Problem to solve. Since the pictures are not wanted, copy only the text of every record exactly.

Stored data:
+---+

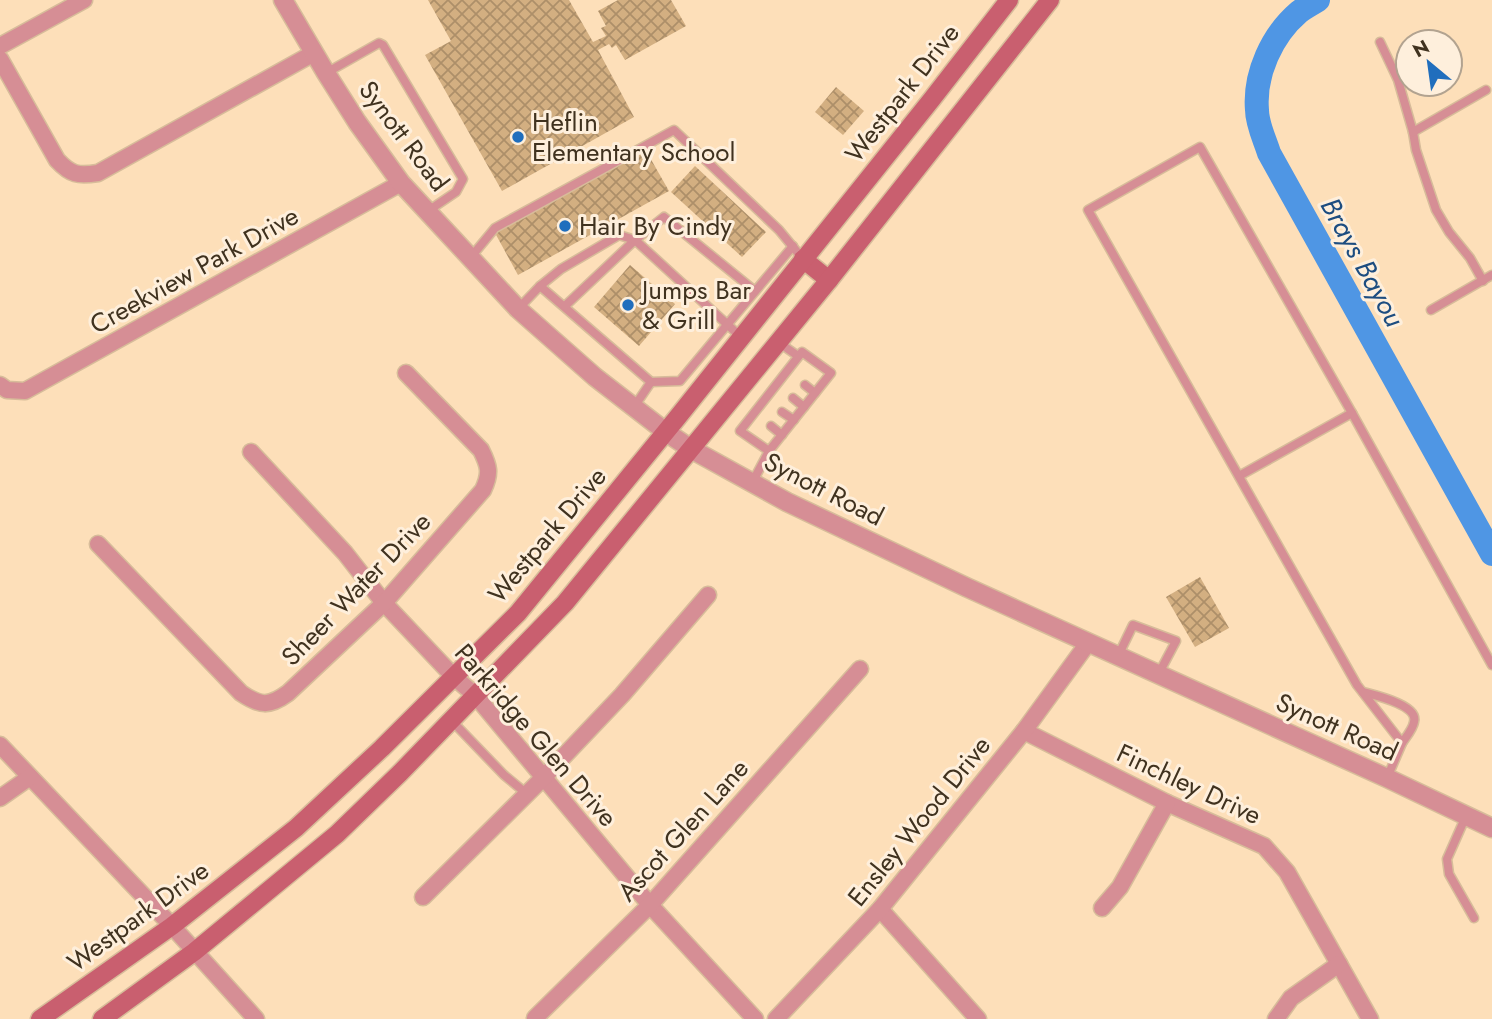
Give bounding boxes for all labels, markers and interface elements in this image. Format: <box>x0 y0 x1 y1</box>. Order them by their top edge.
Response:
street label: Westpark Drive <box>836 15 968 171</box>
north arrow <box>1394 28 1464 98</box>
text: N <box>1408 33 1434 64</box>
street label: Synott Road <box>350 73 458 199</box>
place label: Heflin Elementary School <box>532 103 735 171</box>
marker: Heflin Elementary School <box>510 129 526 145</box>
water label: Brays Bayou <box>1310 190 1415 334</box>
street label: Creekview Park Drive <box>83 197 305 343</box>
place label: Hair By Cindy <box>579 207 732 245</box>
marker: Hair By Cindy <box>557 218 573 234</box>
place label: Jumps Bar & Grill <box>639 271 751 339</box>
marker: Jumps Bar & Grill <box>620 297 636 313</box>
street label: Synott Road <box>758 443 890 535</box>
street label: Westpark Drive <box>479 459 615 611</box>
street label: Sheer Water Drive <box>272 503 440 675</box>
street label: Parkridge Glen Drive <box>446 635 626 835</box>
street label: Synott Road <box>1270 683 1404 771</box>
street label: Ensley Wood Drive <box>838 728 1000 914</box>
street label: Finchley Drive <box>1110 734 1268 834</box>
street label: Ascot Glen Lane <box>608 750 758 910</box>
street label: Westpark Drive <box>59 852 217 980</box>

+---+

Result of the task.
Give bounding boxes for all labels, markers and interface elements in this image. Format: <box>x0 y0 x1 y1</box>. Order them by their top edge.
Response:
street label: Westpark Drive <box>836 15 968 171</box>
north arrow <box>1394 28 1464 98</box>
text: N <box>1408 33 1434 64</box>
street label: Synott Road <box>350 73 458 199</box>
place label: Heflin Elementary School <box>532 103 735 171</box>
marker: Heflin Elementary School <box>510 129 526 145</box>
water label: Brays Bayou <box>1310 190 1415 334</box>
street label: Creekview Park Drive <box>83 197 305 343</box>
place label: Hair By Cindy <box>579 207 732 245</box>
marker: Hair By Cindy <box>557 218 573 234</box>
place label: Jumps Bar & Grill <box>639 271 751 339</box>
marker: Jumps Bar & Grill <box>620 297 636 313</box>
street label: Synott Road <box>758 443 890 535</box>
street label: Westpark Drive <box>479 459 615 611</box>
street label: Sheer Water Drive <box>272 503 440 675</box>
street label: Parkridge Glen Drive <box>446 635 626 835</box>
street label: Synott Road <box>1270 683 1404 771</box>
street label: Ensley Wood Drive <box>838 728 1000 914</box>
street label: Finchley Drive <box>1110 734 1268 834</box>
street label: Ascot Glen Lane <box>608 750 758 910</box>
street label: Westpark Drive <box>59 852 217 980</box>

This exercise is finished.